The National Association of Nigerian Visually Impaired Students (NANVIS, UNILAG), according to its president Isaac Ajibade, organized the event to showcase the abilities of its 75 members, and expose them to opportunities.
Ajuwon recapped how he had the luck of getting off to a good start—as part of the pioneers of Pacelli School for the Blind in Lagos.
The Catholic missionary special school has been providing blind children with basic and vocational education since the 70s.
Despite his poverty, Ajuwon said more opportunities came his way to study in the US and Canada. He later got the opportunity to lecture at the University of Jos before getting another to administer a special school in the US.
Prof.
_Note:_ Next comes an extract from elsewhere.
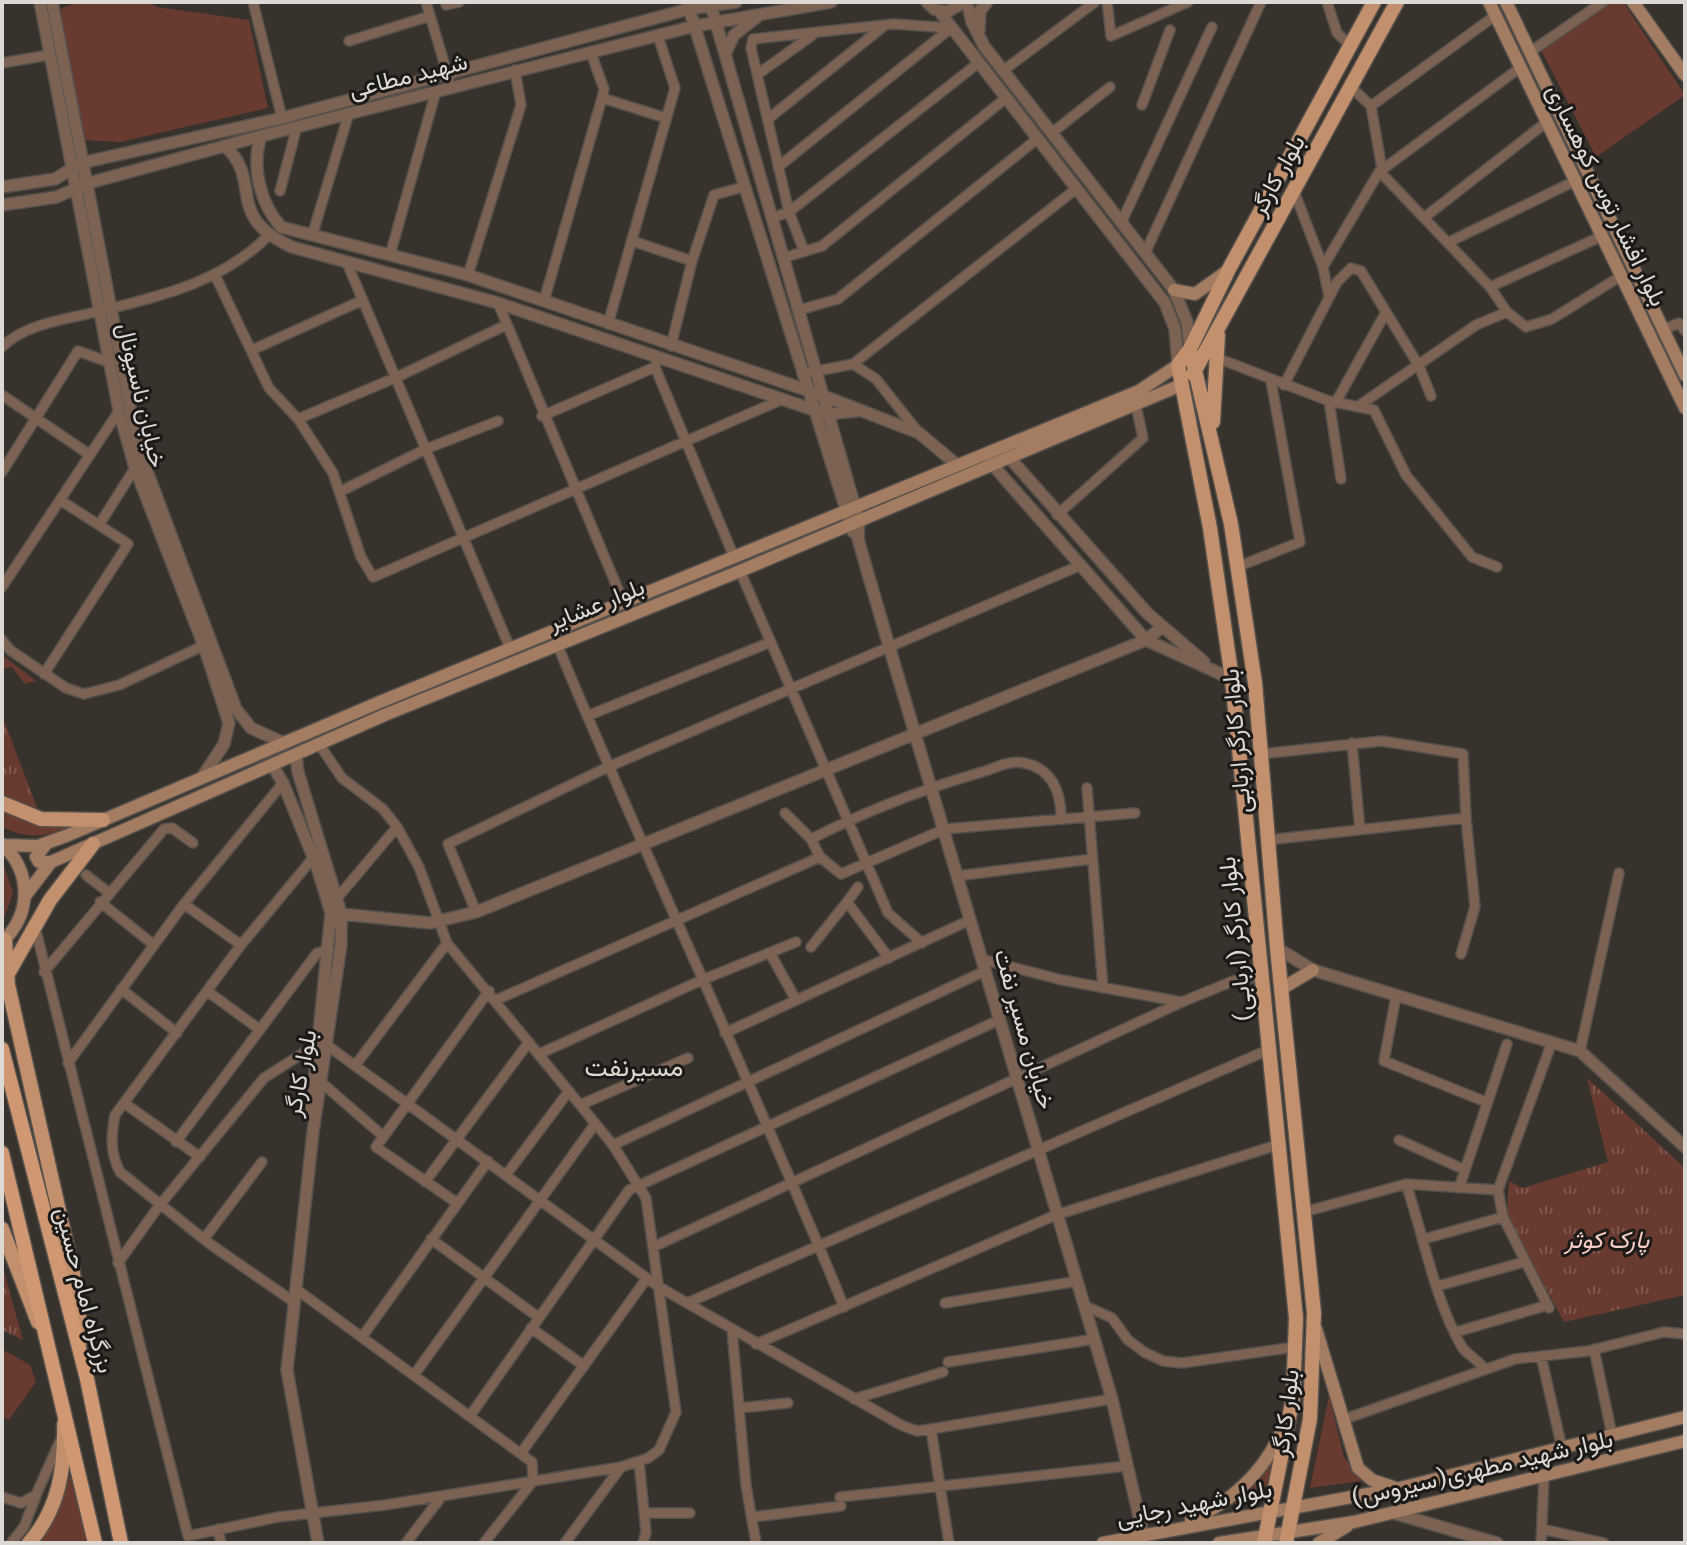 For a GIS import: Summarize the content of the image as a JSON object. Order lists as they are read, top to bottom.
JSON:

Ajuwon
The Fullbright scholar, however, noted opportunities, especially abroad, are dwindling now.
“The president of our county is pursuing an America First policy,” he said, noting how this has limited access to opportunities for overseas students.
But he advised those with ambition to search online, and link up with established professors for mentorship and graduate assistance opportunities.
“Those students who took my advice have found opportunities that way,” he told the gathering of blind students.
The list of speakers at the event included UNILAG lecturers, staff advisers, Pacelli and UNILAG alumni, and past members of NANVIS. They emphasized the need for blind students to strive harder for recognition and opportunities that life, technology, and governments present.
The government is actually trying its best with disability policies, according to Ajibade.
“If you look everywhere you see ramps—I am speaking for the physical cluster now. We blind students are fairly mobile so we don’t need any special accessibility,” he told ER. “But we are asking the government to get us digital braille and other digital assistive devices in the blind resource centre.”
Parts of the event showcasing the abilities of the participants included the recognition and cash awards for four students with 4.0 grade point and above; recognition of hardworking excos; and audition of music talents.